## TASK OBJECTIVE
Below are records with pictures in them; print them exactly, omitting the pictures.

## GIVEN ENTRIES
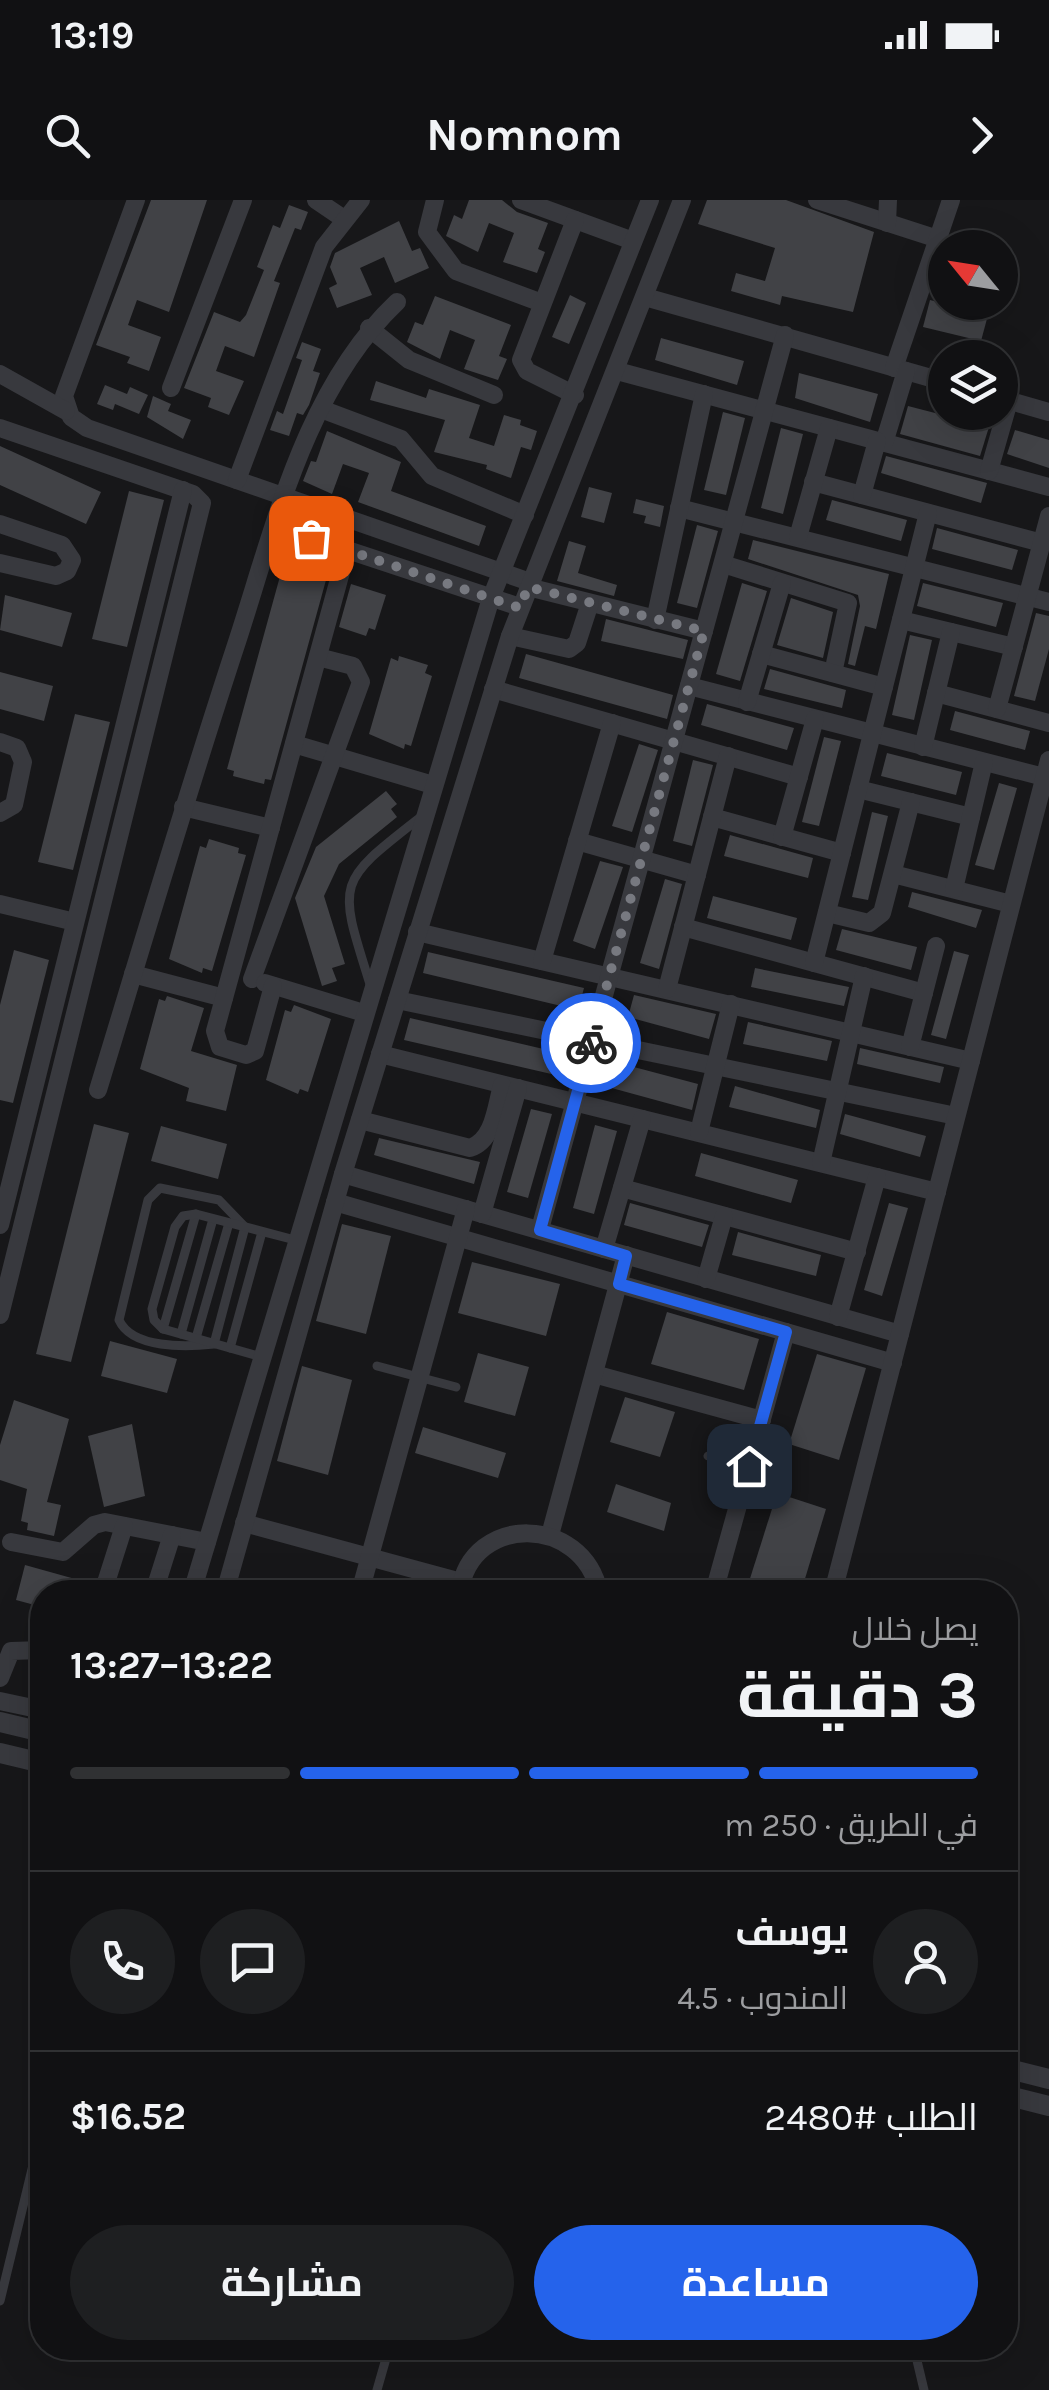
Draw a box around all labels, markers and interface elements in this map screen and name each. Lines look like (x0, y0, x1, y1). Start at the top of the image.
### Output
text: 13:19 (50, 13, 134, 58)
icon: search (40, 108, 95, 163)
icon: forward (954, 108, 1009, 163)
text: Nomnom (426, 109, 623, 161)
north arrow (928, 230, 1018, 320)
map controls (928, 230, 1018, 430)
button: layers (928, 340, 1018, 430)
pin (269, 496, 354, 581)
icon: bag (284, 511, 339, 566)
courier (541, 993, 641, 1093)
icon: bike (564, 1016, 619, 1071)
pin (707, 1424, 792, 1509)
icon: home (722, 1439, 777, 1494)
text: يصل خلال (852, 1611, 978, 1648)
text: 13:22–13:27 (70, 1643, 273, 1688)
text: 3 دقيقة (737, 1657, 978, 1733)
text: في الطريق · 250 m (724, 1807, 978, 1844)
button: phone (70, 1909, 175, 2014)
button: chat (200, 1909, 305, 2014)
button: person (873, 1909, 978, 2014)
text: يوسف (735, 1910, 848, 1955)
text: المندوب · 4.5 (677, 1980, 848, 2017)
text: $16.52 (70, 2094, 186, 2139)
text: الطلب #2480 (764, 2095, 978, 2140)
button: مشاركة (70, 2225, 514, 2340)
button: مساعدة (534, 2225, 978, 2340)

## THE COMPLETED TASK
Draw a box around all labels, markers and interface elements in this map screen and name each. Lines look like (x0, y0, x1, y1). Start at the top of the image.
### Output
text: 13:19 (50, 13, 134, 58)
icon: search (40, 108, 95, 163)
icon: forward (954, 108, 1009, 163)
text: Nomnom (426, 109, 623, 161)
north arrow (928, 230, 1018, 320)
map controls (928, 230, 1018, 430)
button: layers (928, 340, 1018, 430)
pin (269, 496, 354, 581)
icon: bag (284, 511, 339, 566)
courier (541, 993, 641, 1093)
icon: bike (564, 1016, 619, 1071)
pin (707, 1424, 792, 1509)
icon: home (722, 1439, 777, 1494)
text: يصل خلال (852, 1611, 978, 1648)
text: 13:22–13:27 (70, 1643, 273, 1688)
text: 3 دقيقة (737, 1657, 978, 1733)
text: في الطريق · 250 m (724, 1807, 978, 1844)
button: phone (70, 1909, 175, 2014)
button: chat (200, 1909, 305, 2014)
button: person (873, 1909, 978, 2014)
text: يوسف (735, 1910, 848, 1955)
text: المندوب · 4.5 (677, 1980, 848, 2017)
text: $16.52 (70, 2094, 186, 2139)
text: الطلب #2480 (764, 2095, 978, 2140)
button: مشاركة (70, 2225, 514, 2340)
button: مساعدة (534, 2225, 978, 2340)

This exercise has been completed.